### EXCERPTED RECORDS

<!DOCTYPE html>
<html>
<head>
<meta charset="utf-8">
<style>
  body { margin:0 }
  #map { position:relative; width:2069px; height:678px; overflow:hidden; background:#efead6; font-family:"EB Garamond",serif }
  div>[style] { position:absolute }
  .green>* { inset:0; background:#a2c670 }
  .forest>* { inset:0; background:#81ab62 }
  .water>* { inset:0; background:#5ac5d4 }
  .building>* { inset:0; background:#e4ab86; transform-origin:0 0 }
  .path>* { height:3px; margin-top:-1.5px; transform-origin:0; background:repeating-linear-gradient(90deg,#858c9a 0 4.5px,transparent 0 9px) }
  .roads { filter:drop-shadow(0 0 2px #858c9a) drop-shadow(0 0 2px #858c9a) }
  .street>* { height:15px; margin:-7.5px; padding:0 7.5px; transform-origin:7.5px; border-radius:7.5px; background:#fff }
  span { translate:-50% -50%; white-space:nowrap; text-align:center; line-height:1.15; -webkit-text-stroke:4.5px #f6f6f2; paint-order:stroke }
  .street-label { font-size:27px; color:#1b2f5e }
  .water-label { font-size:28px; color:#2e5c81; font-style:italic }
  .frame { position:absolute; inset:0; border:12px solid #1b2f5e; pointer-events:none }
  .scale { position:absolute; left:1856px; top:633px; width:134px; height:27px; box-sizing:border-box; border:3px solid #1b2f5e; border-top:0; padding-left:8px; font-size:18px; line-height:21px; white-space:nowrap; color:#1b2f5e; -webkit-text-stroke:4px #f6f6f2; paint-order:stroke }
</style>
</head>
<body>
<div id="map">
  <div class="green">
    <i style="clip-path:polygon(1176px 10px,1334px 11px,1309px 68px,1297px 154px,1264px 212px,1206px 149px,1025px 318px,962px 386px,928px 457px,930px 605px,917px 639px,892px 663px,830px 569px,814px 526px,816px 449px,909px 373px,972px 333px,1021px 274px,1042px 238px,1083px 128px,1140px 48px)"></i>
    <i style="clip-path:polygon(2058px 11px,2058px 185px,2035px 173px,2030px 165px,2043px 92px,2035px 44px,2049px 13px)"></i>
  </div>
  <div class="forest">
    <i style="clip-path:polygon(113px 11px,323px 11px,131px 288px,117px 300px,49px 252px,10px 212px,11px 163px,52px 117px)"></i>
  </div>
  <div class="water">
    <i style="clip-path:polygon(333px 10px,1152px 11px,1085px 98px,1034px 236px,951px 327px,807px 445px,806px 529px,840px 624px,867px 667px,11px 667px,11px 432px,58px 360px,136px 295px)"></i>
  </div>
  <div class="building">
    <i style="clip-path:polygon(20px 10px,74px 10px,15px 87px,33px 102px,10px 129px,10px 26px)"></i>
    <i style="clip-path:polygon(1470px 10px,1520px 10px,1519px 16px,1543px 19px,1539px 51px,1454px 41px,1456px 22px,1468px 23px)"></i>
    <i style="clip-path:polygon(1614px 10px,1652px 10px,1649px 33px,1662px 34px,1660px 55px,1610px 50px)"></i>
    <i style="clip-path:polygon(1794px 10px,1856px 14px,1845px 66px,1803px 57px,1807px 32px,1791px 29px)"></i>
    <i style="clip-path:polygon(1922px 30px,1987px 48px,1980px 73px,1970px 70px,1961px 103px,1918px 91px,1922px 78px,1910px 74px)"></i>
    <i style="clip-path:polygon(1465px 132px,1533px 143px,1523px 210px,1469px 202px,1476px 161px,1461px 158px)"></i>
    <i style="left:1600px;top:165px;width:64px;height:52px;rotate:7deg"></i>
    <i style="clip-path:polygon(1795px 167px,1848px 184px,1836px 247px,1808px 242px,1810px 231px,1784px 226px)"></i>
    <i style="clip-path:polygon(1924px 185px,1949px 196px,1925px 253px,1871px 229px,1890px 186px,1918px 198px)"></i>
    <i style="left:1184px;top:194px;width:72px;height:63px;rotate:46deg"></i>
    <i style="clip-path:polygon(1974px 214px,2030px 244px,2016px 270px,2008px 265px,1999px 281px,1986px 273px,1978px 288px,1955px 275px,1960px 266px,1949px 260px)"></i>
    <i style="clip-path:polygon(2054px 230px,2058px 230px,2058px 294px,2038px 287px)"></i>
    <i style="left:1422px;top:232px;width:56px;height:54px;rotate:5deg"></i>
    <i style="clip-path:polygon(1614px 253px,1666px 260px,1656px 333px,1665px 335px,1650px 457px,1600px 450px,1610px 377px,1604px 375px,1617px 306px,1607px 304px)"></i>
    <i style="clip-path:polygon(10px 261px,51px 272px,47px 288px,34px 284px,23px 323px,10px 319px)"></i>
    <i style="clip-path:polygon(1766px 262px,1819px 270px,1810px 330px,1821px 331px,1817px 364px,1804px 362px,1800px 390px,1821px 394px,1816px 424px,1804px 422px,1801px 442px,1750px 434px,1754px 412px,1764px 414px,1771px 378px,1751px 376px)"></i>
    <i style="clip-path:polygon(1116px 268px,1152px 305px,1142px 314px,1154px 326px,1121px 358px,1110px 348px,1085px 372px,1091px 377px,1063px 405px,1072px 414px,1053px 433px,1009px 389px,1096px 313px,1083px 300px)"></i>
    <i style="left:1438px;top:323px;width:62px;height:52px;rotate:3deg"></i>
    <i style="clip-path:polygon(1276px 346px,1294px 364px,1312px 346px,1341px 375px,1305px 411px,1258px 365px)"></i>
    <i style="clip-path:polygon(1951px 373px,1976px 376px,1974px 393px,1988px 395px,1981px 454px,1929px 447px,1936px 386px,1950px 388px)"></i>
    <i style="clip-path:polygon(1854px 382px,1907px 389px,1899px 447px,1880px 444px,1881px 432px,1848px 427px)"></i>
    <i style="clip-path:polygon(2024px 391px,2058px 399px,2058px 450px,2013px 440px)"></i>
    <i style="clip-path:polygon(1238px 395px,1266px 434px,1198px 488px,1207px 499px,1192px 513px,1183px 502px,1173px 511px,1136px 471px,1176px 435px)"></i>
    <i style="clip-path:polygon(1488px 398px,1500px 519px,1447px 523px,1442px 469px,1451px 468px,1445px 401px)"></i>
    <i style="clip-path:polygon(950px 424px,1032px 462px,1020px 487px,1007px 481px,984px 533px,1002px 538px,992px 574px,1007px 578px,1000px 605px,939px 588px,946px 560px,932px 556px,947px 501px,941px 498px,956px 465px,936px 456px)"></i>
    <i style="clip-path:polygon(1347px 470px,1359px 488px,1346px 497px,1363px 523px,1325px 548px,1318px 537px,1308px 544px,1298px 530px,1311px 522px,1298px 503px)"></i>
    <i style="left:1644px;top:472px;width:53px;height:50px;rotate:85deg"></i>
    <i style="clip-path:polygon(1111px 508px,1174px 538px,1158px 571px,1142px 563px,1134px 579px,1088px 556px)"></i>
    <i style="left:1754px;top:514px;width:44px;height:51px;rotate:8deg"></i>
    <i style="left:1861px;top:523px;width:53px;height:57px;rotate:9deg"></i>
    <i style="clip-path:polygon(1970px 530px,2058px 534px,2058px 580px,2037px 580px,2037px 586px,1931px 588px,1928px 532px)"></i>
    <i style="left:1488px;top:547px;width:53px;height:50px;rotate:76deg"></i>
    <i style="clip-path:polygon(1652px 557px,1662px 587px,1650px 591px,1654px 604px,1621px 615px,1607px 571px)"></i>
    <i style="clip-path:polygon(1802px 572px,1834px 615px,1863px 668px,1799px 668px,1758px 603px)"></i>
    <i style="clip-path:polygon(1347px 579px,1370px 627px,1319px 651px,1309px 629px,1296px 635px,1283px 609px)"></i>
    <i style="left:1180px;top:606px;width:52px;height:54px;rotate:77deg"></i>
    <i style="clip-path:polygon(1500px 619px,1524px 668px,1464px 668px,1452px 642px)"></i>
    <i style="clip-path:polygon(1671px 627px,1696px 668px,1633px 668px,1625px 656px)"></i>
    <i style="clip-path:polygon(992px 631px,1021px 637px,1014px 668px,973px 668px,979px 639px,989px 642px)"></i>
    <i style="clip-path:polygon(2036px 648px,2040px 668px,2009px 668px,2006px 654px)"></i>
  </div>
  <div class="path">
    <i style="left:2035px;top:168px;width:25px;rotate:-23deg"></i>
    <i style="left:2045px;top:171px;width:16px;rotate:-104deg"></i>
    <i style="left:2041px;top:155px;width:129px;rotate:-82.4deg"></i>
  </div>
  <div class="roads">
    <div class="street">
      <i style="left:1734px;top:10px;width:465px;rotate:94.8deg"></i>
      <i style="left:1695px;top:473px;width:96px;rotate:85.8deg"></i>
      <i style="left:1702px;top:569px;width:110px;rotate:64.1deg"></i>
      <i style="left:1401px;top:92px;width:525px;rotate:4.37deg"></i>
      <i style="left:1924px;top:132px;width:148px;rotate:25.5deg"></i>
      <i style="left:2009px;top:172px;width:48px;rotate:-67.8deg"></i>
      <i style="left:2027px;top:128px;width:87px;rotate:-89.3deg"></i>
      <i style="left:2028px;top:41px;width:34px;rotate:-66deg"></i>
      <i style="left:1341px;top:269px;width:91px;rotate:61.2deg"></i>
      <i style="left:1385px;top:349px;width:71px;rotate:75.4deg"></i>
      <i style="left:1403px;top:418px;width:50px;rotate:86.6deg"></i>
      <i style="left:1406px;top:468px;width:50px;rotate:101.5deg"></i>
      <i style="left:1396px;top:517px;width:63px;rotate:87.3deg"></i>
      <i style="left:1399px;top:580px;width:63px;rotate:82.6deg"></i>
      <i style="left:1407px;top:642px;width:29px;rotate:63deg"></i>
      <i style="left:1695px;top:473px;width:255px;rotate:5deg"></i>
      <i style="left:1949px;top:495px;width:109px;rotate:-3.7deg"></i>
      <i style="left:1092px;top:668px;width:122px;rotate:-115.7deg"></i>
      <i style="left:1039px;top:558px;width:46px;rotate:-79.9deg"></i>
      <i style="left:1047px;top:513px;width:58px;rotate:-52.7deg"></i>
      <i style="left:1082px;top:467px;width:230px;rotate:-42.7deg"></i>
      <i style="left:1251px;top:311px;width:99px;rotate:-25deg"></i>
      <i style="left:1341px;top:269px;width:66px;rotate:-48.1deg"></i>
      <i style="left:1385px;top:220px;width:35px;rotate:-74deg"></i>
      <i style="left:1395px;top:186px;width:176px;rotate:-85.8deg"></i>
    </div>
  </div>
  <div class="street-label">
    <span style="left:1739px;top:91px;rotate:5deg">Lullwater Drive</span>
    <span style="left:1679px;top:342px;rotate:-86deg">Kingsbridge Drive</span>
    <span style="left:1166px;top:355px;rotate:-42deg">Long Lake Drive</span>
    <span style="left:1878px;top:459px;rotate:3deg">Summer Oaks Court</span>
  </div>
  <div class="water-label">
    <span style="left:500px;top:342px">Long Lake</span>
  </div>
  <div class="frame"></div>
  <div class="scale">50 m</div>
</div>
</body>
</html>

######
### EXCERPTED RECORDS

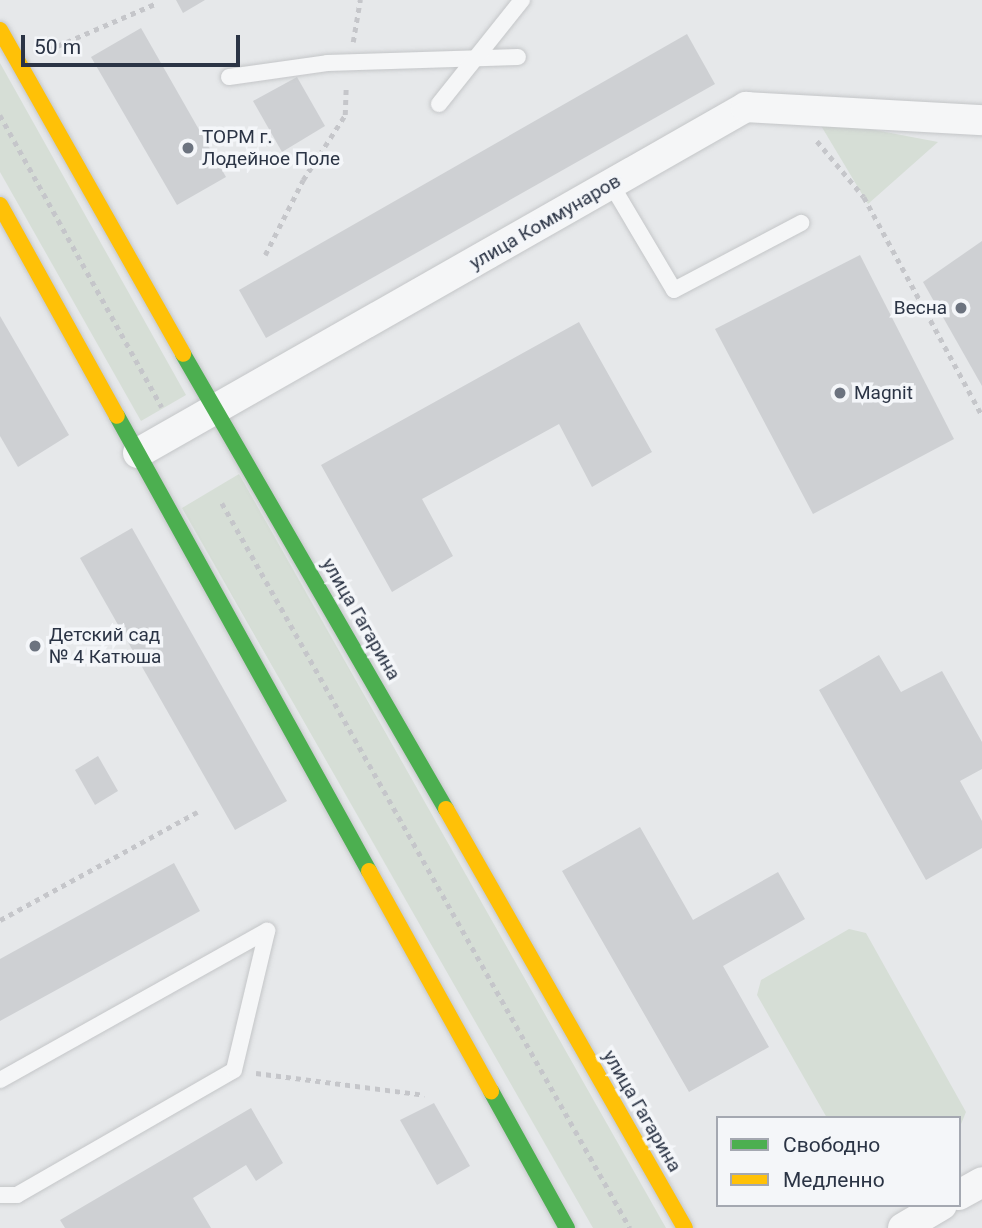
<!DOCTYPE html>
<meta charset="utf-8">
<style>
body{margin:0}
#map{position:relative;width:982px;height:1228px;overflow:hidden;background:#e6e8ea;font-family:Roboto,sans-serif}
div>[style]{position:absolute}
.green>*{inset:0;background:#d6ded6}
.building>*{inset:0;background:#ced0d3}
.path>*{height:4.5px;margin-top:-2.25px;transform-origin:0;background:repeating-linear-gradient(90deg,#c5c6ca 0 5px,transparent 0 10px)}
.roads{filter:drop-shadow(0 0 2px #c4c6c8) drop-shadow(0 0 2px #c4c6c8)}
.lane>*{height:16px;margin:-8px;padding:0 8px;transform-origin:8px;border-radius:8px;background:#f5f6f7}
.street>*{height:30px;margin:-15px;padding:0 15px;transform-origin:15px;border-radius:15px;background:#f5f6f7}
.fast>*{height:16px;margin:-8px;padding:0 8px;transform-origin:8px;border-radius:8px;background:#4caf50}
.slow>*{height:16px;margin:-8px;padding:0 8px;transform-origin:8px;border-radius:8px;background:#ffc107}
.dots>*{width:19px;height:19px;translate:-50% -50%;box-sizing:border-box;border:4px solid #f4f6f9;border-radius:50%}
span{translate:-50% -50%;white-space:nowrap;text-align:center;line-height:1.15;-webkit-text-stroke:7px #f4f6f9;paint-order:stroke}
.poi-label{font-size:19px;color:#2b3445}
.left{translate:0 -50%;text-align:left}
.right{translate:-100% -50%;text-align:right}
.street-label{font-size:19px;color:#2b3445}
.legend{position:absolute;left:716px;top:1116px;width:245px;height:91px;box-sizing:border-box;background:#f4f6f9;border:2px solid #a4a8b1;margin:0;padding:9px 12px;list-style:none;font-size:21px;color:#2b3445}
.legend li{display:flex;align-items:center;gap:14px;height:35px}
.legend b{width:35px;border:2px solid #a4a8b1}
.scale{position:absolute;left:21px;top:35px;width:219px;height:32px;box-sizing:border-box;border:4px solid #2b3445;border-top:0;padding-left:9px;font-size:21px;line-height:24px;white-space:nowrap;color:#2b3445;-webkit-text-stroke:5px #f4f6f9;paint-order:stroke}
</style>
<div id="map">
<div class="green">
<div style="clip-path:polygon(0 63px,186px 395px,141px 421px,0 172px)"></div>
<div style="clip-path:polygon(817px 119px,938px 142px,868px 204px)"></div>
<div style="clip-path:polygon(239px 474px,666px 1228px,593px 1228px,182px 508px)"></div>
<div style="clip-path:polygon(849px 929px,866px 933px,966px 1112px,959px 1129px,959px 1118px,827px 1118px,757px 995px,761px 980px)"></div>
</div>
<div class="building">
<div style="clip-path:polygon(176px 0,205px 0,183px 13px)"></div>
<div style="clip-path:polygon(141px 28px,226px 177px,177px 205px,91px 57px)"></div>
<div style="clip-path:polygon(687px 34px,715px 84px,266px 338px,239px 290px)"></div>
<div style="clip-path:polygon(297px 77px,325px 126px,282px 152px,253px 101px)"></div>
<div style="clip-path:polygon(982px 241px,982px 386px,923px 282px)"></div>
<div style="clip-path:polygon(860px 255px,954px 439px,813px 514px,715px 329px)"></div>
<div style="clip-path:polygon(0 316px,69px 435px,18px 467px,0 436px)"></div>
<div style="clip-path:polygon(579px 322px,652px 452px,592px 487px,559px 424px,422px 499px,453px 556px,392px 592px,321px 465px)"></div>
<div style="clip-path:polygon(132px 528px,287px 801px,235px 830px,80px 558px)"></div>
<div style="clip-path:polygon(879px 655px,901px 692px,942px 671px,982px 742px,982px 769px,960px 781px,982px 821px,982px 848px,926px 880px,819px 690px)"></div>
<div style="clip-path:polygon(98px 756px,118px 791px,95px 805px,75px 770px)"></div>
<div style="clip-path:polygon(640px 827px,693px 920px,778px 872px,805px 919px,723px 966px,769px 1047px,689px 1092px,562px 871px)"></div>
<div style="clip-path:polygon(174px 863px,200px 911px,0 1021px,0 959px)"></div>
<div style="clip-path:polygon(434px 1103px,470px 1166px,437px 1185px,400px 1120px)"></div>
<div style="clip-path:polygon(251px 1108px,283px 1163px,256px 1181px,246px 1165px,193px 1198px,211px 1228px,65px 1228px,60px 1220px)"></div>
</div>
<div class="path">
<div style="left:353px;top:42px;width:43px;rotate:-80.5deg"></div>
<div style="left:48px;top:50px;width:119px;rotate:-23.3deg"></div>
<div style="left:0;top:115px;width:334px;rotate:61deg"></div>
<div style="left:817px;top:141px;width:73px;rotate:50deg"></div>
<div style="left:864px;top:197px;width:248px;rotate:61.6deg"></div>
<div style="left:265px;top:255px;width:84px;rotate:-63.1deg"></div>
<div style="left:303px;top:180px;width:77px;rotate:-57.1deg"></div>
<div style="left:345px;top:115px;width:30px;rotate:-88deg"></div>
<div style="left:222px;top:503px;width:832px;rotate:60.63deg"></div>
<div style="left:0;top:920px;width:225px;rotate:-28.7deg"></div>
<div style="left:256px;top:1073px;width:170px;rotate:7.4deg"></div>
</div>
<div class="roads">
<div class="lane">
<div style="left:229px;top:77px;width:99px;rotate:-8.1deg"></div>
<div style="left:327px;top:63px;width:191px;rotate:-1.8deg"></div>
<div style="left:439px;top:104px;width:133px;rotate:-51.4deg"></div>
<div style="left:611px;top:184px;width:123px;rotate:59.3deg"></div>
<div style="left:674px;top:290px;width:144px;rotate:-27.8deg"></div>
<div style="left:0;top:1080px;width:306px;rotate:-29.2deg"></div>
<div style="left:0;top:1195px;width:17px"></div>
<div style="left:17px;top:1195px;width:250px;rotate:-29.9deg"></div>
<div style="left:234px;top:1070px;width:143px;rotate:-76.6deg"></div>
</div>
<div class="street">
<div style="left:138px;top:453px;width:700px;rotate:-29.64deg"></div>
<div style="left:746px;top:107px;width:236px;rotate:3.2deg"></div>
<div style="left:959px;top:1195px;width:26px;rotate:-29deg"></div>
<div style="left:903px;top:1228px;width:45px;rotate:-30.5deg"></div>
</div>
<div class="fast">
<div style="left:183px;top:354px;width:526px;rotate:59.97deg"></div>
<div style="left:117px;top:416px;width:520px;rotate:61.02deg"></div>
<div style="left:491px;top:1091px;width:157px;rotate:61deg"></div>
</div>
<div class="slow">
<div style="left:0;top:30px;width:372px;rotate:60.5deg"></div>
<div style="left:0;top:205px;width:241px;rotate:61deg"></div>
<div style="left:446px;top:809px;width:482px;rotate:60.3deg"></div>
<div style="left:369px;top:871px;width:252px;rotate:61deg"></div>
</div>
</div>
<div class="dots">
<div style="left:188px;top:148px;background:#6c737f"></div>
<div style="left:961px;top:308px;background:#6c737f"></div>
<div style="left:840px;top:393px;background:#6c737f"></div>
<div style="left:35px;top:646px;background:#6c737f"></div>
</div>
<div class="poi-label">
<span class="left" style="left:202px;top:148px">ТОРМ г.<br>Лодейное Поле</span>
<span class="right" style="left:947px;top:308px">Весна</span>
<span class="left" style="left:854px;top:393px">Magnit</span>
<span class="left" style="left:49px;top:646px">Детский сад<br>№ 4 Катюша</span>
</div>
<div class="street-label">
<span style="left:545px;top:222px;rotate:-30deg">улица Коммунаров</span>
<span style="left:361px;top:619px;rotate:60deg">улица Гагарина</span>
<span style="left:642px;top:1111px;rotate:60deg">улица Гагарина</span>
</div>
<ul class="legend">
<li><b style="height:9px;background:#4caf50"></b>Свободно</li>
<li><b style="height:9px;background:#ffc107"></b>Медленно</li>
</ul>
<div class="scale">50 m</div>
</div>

######

> **WHAT IS NEEDED**: From the line that has "position:relative; width:2069px; height:678px;" through the line that has "2px #858c9a) drop-shadow(0", copy every line exactly as it appears above, and leave out all others.

> **WRITTEN ANSWER**:
  #map { position:relative; width:2069px; height:678px; overflow:hidden; background:#efead6; font-family:"EB Garamond",serif }
  div>[style] { position:absolute }
  .green>* { inset:0; background:#a2c670 }
  .forest>* { inset:0; background:#81ab62 }
  .water>* { inset:0; background:#5ac5d4 }
  .building>* { inset:0; background:#e4ab86; transform-origin:0 0 }
  .path>* { height:3px; margin-top:-1.5px; transform-origin:0; background:repeating-linear-gradient(90deg,#858c9a 0 4.5px,transparent 0 9px) }
  .roads { filter:drop-shadow(0 0 2px #858c9a) drop-shadow(0 0 2px #858c9a) }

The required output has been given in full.